The brave souls of Viva Piano are back, with Peter Donohoe's Sunday night concert being the first of two piano recitals organised for March and April.
Donohoe can come across as something of a pianist provocateur. He came on stage and set into Haydn's English Sonata with a wilfulness that was worrying.
The first movement had bull-at-a-gate tempi and cavalier untidiness.
But all was redeemed in the Adagio. In lesser hands, these Haydn slow movements can flutter shapelessly all over the place but Donohoe's control was awe-inspiring. New colours were illuminated in a scale of pedalled staccato or a dramatic dive on to a chromatic resting place.
Beethoven's Tempest Sonata provided the key to the first half of the programme. Here the dynamic Donohoe made the utmost of the composer's dramatic swervings. The English pianist's conception was an orchestral one, yet even in the middle of storm-tossed pages, there were ineffable delicacies, as when he set a moment of recitative in a subtle haze of pedal.

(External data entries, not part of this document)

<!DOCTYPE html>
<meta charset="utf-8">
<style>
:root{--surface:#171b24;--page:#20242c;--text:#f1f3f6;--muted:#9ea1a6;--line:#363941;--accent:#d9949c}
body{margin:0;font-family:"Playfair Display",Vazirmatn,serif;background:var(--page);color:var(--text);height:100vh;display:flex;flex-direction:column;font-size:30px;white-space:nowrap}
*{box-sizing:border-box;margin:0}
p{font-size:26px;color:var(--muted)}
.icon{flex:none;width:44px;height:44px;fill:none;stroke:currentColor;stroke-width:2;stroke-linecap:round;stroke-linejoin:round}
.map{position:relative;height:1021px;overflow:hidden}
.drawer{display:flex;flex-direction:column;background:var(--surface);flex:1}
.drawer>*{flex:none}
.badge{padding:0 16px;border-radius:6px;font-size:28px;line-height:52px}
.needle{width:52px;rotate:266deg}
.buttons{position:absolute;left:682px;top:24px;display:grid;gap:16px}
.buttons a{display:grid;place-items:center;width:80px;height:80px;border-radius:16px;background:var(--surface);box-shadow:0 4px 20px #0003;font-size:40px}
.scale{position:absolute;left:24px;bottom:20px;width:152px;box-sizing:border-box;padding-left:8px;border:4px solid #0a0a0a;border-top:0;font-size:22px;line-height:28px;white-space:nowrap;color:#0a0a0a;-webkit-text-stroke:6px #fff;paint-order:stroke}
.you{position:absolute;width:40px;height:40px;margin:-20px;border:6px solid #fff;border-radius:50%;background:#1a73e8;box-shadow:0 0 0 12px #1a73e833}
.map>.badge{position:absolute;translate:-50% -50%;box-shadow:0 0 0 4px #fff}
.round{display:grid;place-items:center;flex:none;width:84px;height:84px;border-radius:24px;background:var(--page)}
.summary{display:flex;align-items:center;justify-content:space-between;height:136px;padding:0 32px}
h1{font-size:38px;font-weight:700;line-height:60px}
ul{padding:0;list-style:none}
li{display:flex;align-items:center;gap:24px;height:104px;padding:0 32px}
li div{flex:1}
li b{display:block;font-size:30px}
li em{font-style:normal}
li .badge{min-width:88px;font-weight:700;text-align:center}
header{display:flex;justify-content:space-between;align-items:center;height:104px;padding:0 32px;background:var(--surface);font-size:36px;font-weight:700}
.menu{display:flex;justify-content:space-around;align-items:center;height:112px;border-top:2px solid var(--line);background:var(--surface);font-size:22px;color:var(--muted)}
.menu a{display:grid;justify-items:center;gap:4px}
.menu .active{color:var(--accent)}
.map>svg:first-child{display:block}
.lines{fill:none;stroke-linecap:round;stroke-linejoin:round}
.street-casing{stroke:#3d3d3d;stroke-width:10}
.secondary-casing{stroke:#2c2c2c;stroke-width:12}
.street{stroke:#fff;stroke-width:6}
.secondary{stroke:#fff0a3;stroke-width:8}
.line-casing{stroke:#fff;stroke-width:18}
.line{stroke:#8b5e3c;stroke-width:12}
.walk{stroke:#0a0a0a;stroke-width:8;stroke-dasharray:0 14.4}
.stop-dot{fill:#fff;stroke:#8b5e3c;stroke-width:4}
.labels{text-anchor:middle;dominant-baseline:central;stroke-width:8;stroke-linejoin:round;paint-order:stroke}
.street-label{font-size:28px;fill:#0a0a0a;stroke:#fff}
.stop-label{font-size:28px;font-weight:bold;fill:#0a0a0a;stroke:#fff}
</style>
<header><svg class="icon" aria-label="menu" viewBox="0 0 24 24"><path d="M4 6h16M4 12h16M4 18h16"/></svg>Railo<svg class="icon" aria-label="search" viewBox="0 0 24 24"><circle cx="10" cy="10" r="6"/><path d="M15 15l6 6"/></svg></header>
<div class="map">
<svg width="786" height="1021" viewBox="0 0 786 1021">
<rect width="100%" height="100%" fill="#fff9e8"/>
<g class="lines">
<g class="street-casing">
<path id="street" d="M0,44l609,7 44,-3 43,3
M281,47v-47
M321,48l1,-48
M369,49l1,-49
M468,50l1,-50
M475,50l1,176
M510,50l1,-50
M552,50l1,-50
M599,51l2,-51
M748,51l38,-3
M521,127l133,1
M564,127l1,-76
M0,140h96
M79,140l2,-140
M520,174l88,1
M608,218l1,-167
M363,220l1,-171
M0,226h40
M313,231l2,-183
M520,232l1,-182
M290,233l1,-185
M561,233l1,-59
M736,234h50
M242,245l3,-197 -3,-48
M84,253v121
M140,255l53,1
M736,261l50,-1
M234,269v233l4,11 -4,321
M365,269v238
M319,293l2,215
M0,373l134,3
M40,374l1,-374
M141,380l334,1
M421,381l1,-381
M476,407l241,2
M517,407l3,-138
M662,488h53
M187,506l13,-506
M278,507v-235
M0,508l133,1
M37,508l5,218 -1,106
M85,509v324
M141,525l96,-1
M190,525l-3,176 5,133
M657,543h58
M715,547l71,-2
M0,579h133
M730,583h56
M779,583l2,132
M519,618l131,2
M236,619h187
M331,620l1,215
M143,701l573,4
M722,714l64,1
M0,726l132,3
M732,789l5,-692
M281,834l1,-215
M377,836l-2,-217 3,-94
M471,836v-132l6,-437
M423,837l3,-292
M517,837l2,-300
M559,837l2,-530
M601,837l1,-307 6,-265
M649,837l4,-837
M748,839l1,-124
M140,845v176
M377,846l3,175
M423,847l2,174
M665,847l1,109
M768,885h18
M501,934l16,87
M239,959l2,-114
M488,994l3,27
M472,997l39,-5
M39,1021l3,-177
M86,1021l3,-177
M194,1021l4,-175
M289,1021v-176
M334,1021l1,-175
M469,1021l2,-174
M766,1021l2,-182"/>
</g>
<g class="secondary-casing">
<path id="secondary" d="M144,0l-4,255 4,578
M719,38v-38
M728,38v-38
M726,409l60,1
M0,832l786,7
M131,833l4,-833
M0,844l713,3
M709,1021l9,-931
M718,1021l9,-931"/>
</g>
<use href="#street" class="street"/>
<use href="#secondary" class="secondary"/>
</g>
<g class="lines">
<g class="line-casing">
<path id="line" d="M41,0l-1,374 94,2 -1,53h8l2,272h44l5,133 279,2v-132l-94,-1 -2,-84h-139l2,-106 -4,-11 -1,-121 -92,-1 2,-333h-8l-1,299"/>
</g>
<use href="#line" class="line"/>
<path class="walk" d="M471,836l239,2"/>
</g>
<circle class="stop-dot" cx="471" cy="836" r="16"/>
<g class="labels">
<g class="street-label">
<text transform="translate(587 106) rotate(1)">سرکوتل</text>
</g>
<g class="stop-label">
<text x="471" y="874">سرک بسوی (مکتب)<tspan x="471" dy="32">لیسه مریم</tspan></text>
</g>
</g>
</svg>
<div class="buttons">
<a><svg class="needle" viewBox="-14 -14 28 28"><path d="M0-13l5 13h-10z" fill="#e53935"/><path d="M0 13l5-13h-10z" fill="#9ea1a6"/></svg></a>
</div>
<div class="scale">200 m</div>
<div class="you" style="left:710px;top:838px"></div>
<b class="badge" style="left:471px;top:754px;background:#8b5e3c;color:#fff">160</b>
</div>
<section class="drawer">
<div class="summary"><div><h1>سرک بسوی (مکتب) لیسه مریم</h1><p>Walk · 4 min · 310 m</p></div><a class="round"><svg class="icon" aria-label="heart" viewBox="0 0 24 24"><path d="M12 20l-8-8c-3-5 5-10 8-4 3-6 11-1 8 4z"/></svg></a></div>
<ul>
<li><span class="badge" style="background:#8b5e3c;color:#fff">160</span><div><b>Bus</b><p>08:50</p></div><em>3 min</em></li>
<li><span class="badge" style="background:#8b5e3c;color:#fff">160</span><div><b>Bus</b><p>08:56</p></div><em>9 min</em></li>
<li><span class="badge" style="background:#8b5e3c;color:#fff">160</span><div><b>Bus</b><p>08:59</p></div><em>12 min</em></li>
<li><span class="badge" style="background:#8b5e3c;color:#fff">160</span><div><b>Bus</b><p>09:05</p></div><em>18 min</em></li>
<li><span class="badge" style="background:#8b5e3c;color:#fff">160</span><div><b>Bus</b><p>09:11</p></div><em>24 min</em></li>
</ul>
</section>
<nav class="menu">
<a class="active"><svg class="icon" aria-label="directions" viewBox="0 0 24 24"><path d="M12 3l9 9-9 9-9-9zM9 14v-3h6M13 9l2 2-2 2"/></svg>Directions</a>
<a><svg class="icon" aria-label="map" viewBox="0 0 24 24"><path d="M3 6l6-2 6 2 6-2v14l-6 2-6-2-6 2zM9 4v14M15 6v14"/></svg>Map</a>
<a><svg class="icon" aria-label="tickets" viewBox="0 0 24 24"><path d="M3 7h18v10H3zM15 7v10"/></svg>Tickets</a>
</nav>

The Adagio benefited from the same sense of phrasing and line that fired Haydn's slow movement, and if the swoons of the final Allegretto bordered on the melodramatic, they certainly fitted with the sonata's nickname.
The rest of the evening was devoted to Chopin. In the F minor Ballade, Donohoe sank into carpets of luscious chromaticism, at one point kneading the luxuriant textures between powerful fingers. Elsewhere, sparseness of texture combined with lingering rubato to telling effect.
After a willowy Berceuse, with those inflections that anticipate Floyd Cramer by more than a century, Donohoe told us he was so enjoying the piano and us as an audience that he would play some extra pieces.
The three waltzes of Opus 64 were welcomed, the first two only too familiar, the third delivered with a refreshingly lusty swing to it.
Two Nocturnes of Opus 62 featured the coolest of measured part-playing with an unexpected streak of lightning in the first and some atmospheric, misty pedalling in the second, and the concert ended in a blaze of brilliance with the third and most Lisztian of Chopin's Scherzos.
A Rachmaninov encore sent us off into the night with memories of a choice of Russian sweets to savour. More please.